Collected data
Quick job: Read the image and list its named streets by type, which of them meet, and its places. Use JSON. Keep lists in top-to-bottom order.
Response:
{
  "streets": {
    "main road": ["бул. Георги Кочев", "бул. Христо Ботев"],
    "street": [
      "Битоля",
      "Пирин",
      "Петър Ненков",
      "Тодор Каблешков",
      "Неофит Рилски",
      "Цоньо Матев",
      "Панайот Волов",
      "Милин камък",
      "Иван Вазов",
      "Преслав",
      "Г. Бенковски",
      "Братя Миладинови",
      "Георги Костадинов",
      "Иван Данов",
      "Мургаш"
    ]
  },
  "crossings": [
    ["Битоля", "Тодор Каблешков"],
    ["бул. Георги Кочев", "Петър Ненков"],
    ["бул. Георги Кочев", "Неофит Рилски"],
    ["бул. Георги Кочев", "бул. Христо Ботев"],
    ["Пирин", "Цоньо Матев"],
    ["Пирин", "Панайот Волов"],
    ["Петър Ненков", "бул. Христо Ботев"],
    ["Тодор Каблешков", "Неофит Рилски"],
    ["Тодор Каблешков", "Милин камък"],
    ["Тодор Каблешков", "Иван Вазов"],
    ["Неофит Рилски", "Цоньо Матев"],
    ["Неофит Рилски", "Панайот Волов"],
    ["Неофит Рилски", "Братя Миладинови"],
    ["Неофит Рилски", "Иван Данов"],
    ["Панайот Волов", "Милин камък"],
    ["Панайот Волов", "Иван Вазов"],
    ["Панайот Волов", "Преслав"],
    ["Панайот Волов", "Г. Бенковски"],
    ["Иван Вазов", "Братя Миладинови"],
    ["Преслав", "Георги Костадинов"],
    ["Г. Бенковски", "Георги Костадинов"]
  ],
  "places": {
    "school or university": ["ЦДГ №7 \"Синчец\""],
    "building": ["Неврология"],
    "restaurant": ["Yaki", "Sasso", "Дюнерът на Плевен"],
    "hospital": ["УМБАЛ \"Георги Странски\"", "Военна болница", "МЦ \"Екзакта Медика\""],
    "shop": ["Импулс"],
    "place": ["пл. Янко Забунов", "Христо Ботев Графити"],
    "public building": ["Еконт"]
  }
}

**Activity:** All of the records above need to be copied exactly.

**Written solution:**
Quick job: Read the image and list its named streets by type, which of them meet, and its places. Use JSON. Keep lists in top-to-bottom order.
Response:
{
  "streets": {
    "main road": ["бул. Георги Кочев", "бул. Христо Ботев"],
    "street": [
      "Битоля",
      "Пирин",
      "Петър Ненков",
      "Тодор Каблешков",
      "Неофит Рилски",
      "Цоньо Матев",
      "Панайот Волов",
      "Милин камък",
      "Иван Вазов",
      "Преслав",
      "Г. Бенковски",
      "Братя Миладинови",
      "Георги Костадинов",
      "Иван Данов",
      "Мургаш"
    ]
  },
  "crossings": [
    ["Битоля", "Тодор Каблешков"],
    ["бул. Георги Кочев", "Петър Ненков"],
    ["бул. Георги Кочев", "Неофит Рилски"],
    ["бул. Георги Кочев", "бул. Христо Ботев"],
    ["Пирин", "Цоньо Матев"],
    ["Пирин", "Панайот Волов"],
    ["Петър Ненков", "бул. Христо Ботев"],
    ["Тодор Каблешков", "Неофит Рилски"],
    ["Тодор Каблешков", "Милин камък"],
    ["Тодор Каблешков", "Иван Вазов"],
    ["Неофит Рилски", "Цоньо Матев"],
    ["Неофит Рилски", "Панайот Волов"],
    ["Неофит Рилски", "Братя Миладинови"],
    ["Неофит Рилски", "Иван Данов"],
    ["Панайот Волов", "Милин камък"],
    ["Панайот Волов", "Иван Вазов"],
    ["Панайот Волов", "Преслав"],
    ["Панайот Волов", "Г. Бенковски"],
    ["Иван Вазов", "Братя Миладинови"],
    ["Преслав", "Георги Костадинов"],
    ["Г. Бенковски", "Георги Костадинов"]
  ],
  "places": {
    "school or university": ["ЦДГ №7 \"Синчец\""],
    "building": ["Неврология"],
    "restaurant": ["Yaki", "Sasso", "Дюнерът на Плевен"],
    "hospital": ["УМБАЛ \"Георги Странски\"", "Военна болница", "МЦ \"Екзакта Медика\""],
    "shop": ["Импулс"],
    "place": ["пл. Янко Забунов", "Христо Ботев Графити"],
    "public building": ["Еконт"]
  }
}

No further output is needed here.